Peyronie’s disease does not directly cause premature ejaculation, but the two conditions can overlap through indirect pathways. The scar tissue (plaque) that defines Peyronie’s disease primarily affects penile curvature and erection quality, not ejaculatory timing. However, the anxiety, nerve changes, and erectile difficulties that often accompany Peyronie’s can shift ejaculation patterns in some men.
How Peyronie’s Disease Affects Sexual Function
Peyronie’s disease involves a buildup of fibrous plaque beneath the skin of the penis, which can develop anywhere along the shaft. This plaque causes the penis to curve during erection, sometimes severely enough to make intercourse painful or impossible. The primary sexual complications are pain during erections, difficulty with penetration, and erectile dysfunction. About 28% of men have erectile dysfunction at the time they’re diagnosed with Peyronie’s, and another 15% develop it within the following year.
Ejaculatory problems like premature ejaculation are far less commonly reported. In clinical assessments of men with Peyronie’s, premature ejaculation appears in only a small fraction of patients. Large epidemiological studies tracking Peyronie’s outcomes don’t even list ejaculatory disorders as a distinct category, which signals how uncommon the direct link is compared to erectile dysfunction and depression.
Why Some Men Experience Both Conditions
When premature ejaculation does occur alongside Peyronie’s, the connection usually runs through one of three routes: nerve involvement, erectile dysfunction, or psychological distress.
Nerve Compression From Plaque
The dorsal nerve of the penis, which carries sensation from the shaft and glans, can be physically compressed by Peyronie’s plaques. A neurophysiological study of men with Peyronie’s found a significant reduction in nerve conduction velocity along this nerve, along with reduced signal strength. Some of these men reported altered sensation in the glans, including tingling or numbness. In theory, nerve compression could either dull or heighten sensitivity depending on the location and extent of the plaque. Heightened sensitivity in the glans could lower the threshold for ejaculation, though this specific pathway hasn’t been confirmed in large controlled studies.
Rushing Due to Erectile Problems
This is likely the most common practical link between the two conditions. Men with Peyronie’s who also have erectile dysfunction may feel pressure to reach climax quickly before losing their erection. That urgency can train the body toward a faster ejaculatory response over time. The pattern becomes self-reinforcing: the more a man rushes, the more his body adapts to a shorter timeline, and the harder it becomes to slow down even when erection quality improves.
Performance Anxiety
Nearly 19% of men diagnosed with Peyronie’s develop depression within the following year. Anxiety about penile appearance, fear of pain during sex, and worry about satisfying a partner are well-documented psychological burdens of the condition. Performance anxiety is a recognized risk factor for sexual dysfunction broadly, and while controlled research hasn’t validated it as a standalone cause of premature ejaculation, the clinical pattern is familiar to urologists. A man who is anxious during sex is in a heightened state of arousal from the start, which can compress the time between penetration and ejaculation.
The Difference Between Primary and Secondary PE
If you’ve always experienced premature ejaculation, long before any Peyronie’s symptoms appeared, the two conditions are likely unrelated.
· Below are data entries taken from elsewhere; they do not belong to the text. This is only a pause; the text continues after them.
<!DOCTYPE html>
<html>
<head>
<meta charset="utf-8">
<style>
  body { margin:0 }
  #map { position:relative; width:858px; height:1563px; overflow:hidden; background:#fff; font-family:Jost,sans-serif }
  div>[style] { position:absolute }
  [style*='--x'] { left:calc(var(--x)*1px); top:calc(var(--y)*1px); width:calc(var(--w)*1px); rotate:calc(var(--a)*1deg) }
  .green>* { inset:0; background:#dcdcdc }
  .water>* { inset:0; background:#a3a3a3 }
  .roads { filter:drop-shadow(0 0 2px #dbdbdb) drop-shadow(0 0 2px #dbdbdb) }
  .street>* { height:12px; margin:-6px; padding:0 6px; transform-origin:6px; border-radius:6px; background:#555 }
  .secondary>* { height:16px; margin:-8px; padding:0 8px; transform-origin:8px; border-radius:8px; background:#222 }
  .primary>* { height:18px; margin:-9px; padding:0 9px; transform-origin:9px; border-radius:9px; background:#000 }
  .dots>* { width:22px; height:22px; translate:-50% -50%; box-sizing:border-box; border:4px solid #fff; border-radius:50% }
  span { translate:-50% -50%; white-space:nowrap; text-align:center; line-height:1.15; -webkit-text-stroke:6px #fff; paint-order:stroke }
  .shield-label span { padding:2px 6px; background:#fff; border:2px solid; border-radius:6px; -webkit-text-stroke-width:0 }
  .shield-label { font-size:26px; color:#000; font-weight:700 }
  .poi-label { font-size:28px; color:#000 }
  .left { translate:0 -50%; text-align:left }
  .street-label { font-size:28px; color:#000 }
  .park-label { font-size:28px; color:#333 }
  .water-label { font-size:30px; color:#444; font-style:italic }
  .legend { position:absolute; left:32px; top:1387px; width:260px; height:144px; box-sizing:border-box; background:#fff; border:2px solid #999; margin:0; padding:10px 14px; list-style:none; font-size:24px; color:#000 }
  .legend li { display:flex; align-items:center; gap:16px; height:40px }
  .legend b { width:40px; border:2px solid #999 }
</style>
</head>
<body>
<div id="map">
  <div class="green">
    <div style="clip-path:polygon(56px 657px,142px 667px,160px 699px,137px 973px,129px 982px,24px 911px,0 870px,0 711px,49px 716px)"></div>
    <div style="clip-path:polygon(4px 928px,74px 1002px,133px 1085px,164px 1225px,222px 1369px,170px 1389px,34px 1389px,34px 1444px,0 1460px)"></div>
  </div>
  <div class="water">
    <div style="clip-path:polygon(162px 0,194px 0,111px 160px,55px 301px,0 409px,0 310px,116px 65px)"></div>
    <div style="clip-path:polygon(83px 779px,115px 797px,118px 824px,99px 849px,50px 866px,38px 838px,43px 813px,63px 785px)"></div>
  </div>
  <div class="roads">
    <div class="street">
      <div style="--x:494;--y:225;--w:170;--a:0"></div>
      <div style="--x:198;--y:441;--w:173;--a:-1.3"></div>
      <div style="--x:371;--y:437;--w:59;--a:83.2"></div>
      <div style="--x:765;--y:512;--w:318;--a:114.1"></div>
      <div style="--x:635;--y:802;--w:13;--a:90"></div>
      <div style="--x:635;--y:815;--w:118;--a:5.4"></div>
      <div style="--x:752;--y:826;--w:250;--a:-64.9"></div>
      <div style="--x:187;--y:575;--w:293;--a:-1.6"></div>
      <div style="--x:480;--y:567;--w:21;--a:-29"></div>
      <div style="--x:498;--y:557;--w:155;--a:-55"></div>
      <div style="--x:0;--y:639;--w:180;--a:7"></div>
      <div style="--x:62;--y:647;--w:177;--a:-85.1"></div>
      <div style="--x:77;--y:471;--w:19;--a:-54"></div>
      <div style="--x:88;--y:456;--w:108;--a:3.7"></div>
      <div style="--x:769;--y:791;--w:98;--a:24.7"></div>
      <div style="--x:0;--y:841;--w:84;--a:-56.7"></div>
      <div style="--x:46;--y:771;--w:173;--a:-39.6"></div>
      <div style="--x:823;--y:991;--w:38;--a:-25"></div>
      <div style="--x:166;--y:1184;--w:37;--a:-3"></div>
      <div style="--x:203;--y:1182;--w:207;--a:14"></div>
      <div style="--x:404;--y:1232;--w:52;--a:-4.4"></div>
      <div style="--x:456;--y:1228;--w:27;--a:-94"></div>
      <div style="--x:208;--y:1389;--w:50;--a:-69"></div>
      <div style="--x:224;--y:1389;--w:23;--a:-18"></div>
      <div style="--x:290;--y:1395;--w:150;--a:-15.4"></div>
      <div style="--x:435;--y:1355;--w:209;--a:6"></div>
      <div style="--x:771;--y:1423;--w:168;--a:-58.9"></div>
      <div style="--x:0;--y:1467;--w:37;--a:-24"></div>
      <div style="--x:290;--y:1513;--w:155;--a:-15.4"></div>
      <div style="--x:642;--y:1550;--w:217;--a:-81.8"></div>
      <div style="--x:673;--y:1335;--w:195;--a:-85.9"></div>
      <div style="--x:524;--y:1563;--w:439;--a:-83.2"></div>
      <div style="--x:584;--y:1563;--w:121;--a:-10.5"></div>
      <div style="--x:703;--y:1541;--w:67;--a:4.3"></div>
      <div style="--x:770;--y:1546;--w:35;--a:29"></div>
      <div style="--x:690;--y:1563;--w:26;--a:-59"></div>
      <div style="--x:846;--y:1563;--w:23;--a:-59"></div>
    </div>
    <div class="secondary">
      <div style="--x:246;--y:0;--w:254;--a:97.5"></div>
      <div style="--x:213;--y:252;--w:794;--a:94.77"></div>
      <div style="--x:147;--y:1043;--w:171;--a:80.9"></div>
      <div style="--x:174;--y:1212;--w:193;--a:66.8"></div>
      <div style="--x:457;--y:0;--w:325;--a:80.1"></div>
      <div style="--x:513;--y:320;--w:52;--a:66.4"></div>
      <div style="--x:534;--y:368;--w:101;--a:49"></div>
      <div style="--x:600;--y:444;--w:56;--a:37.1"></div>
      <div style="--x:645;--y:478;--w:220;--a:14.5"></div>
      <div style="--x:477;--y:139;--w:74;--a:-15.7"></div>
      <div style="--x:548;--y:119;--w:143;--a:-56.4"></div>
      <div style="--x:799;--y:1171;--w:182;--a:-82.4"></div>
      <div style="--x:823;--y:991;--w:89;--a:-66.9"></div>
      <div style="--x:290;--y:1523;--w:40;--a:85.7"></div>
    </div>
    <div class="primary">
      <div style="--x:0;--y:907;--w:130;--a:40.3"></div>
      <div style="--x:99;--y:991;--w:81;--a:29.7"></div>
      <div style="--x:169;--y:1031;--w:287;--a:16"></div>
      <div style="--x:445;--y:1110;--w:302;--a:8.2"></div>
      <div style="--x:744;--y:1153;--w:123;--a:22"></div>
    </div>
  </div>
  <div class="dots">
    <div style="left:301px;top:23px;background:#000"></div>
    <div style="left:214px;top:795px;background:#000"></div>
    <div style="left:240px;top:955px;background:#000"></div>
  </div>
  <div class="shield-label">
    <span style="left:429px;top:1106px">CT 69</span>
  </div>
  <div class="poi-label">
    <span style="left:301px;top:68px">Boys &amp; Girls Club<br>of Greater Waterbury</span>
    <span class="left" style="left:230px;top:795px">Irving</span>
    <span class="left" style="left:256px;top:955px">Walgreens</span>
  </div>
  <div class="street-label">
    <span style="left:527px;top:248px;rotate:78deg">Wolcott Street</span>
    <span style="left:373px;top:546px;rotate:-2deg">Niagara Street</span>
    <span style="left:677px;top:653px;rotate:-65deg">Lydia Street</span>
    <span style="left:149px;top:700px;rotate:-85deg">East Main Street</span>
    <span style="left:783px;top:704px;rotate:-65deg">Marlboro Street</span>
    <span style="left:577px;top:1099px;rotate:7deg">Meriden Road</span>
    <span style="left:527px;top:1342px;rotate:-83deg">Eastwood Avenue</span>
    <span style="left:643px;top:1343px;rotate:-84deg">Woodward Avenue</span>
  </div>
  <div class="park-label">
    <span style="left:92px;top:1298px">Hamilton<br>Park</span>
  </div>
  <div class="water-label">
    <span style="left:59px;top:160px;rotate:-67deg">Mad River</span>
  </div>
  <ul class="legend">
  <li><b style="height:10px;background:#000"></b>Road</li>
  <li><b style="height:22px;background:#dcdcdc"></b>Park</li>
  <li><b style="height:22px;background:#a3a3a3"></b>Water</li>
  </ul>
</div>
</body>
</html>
Lifelong (primary) premature ejaculation involves differences in brain chemistry, particularly how serotonin signals are processed, and tends to be consistent across partners and situations.
If premature ejaculation started after your Peyronie’s diagnosis, or worsened alongside it, that’s acquired (secondary) PE. This form is more responsive to treatment because it’s driven by identifiable factors like anxiety, erectile changes, or altered sensation that can be addressed directly. Treating the underlying Peyronie’s symptoms, whether through injections to reduce curvature or managing erectile dysfunction, often improves ejaculatory control as a secondary benefit.
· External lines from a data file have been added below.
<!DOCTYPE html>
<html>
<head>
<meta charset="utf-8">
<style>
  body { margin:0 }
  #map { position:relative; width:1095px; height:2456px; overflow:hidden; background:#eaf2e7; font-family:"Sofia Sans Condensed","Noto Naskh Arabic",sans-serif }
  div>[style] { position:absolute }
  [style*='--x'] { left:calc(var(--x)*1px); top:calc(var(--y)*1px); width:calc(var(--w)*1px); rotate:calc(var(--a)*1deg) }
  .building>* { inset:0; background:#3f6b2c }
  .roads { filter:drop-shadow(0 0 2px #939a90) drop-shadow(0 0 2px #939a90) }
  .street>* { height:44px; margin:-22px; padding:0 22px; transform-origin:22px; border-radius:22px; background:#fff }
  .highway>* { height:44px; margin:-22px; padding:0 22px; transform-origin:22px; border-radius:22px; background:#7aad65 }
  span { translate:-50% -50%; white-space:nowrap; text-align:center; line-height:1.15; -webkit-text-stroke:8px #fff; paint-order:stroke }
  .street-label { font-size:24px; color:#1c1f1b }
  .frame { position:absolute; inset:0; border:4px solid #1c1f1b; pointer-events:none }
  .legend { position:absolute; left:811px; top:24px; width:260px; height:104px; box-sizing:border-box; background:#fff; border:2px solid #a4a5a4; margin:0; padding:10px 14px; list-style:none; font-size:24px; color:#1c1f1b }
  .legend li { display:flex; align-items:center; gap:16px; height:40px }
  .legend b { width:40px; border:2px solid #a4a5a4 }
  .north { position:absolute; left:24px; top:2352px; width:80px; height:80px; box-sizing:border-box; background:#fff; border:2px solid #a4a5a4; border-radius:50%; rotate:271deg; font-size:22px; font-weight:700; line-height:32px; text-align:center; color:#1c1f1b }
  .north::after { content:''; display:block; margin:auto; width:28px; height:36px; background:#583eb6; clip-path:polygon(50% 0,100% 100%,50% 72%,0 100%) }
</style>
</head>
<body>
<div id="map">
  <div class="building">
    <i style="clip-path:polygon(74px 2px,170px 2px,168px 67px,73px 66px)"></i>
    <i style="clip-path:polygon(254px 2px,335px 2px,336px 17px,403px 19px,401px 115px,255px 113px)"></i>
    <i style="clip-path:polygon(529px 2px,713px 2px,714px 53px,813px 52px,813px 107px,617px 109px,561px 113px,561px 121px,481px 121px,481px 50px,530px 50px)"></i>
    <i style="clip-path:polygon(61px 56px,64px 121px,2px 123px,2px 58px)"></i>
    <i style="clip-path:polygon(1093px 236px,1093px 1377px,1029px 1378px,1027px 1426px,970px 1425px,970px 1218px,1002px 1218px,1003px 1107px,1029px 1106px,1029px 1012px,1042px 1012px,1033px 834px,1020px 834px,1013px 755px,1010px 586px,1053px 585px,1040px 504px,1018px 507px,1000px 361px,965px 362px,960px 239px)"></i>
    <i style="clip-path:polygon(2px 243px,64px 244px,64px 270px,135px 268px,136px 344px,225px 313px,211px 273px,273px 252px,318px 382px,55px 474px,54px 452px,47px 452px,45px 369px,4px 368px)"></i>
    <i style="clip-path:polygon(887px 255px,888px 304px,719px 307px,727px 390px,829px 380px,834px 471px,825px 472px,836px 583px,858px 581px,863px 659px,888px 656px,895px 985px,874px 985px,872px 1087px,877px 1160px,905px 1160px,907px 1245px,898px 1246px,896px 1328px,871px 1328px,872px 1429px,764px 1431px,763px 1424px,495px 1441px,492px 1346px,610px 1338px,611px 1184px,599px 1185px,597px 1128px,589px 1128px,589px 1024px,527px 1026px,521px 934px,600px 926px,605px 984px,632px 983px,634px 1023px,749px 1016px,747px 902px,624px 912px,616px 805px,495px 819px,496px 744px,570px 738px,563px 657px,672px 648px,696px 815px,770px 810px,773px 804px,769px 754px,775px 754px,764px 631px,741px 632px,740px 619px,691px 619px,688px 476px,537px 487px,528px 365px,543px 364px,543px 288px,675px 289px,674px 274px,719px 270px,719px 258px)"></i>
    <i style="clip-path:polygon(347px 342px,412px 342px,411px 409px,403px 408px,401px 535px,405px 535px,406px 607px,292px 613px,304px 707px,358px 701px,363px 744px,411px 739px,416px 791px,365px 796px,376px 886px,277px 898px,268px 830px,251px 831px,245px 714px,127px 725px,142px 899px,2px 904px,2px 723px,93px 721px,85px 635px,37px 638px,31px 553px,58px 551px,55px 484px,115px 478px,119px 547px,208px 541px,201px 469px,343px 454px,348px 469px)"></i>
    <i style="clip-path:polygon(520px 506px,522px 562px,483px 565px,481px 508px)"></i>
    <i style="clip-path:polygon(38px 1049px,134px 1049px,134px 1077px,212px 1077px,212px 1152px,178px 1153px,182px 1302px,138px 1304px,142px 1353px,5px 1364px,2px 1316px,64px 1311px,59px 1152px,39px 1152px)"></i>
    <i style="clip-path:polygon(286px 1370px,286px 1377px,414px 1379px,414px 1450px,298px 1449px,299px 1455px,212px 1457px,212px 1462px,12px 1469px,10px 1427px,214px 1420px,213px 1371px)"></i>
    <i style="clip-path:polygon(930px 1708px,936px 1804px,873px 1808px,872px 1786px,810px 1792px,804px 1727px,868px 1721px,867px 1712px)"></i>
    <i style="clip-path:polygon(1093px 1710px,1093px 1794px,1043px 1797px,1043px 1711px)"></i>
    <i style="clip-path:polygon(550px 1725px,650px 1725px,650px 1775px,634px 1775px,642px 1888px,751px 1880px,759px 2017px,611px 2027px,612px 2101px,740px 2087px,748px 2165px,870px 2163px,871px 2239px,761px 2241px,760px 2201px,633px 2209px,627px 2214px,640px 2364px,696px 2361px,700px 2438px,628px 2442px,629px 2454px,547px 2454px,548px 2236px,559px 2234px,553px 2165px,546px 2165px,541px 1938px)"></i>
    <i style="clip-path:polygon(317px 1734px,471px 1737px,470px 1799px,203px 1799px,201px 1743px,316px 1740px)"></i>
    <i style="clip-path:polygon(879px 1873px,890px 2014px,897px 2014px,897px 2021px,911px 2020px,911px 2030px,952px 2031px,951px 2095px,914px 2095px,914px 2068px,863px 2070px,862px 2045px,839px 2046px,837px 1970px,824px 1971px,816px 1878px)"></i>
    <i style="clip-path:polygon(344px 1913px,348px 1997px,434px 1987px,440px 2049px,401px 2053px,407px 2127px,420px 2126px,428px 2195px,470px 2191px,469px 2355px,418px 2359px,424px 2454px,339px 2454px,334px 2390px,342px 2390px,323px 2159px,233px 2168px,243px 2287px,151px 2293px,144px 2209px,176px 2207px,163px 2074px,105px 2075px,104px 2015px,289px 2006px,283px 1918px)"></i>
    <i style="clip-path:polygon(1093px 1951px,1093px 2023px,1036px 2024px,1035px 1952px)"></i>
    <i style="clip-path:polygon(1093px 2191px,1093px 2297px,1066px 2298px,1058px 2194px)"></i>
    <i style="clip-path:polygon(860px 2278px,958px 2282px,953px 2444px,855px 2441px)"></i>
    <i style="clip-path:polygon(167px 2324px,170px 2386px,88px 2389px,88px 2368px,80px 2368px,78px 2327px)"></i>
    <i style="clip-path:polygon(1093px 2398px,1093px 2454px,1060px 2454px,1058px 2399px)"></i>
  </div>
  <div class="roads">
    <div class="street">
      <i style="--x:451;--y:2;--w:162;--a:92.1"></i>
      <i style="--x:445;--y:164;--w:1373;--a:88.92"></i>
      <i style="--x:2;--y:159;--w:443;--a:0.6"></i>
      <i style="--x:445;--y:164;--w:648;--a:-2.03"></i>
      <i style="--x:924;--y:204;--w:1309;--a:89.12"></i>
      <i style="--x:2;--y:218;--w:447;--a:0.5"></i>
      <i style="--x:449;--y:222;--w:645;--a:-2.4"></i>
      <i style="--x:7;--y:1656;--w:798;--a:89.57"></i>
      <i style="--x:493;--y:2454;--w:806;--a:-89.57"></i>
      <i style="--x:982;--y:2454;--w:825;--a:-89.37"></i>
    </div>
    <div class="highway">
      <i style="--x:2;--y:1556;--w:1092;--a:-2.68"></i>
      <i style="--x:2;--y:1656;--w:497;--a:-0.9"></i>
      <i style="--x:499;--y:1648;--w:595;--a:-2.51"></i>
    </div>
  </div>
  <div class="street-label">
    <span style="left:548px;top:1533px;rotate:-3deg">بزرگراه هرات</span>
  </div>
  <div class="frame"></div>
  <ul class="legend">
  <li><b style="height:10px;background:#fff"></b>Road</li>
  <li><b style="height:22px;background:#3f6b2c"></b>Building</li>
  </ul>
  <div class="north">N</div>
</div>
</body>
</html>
Managing Both Conditions Together
If you’re dealing with Peyronie’s and have noticed changes in ejaculatory timing, the most productive approach is treating them as connected rather than separate problems. Addressing the Peyronie’s disease itself, reducing curvature and improving erection reliability, removes much of the physical and psychological pressure that can drive premature ejaculation.
For the erectile dysfunction component, restoring confidence in erection quality takes away the urge to rush. Men who no longer worry about losing their erection naturally slow down, and ejaculatory timing often normalizes without specific PE treatment.
Behavioral techniques used for premature ejaculation, like the stop-start method or adjusting positions to reduce stimulation, work just as well when Peyronie’s is in the picture. If anxiety is a major factor, working with a therapist who specializes in sexual health can break the cycle of worry and rushed performance. Some men find that simply understanding why their ejaculatory pattern changed is enough to reduce the anxiety fueling it.
The key distinction to remember: Peyronie’s disease is a structural condition affecting the tissue of the penis, while premature ejaculation is a functional issue involving timing and arousal. They operate through different mechanisms, but living with one can create the conditions for the other to develop.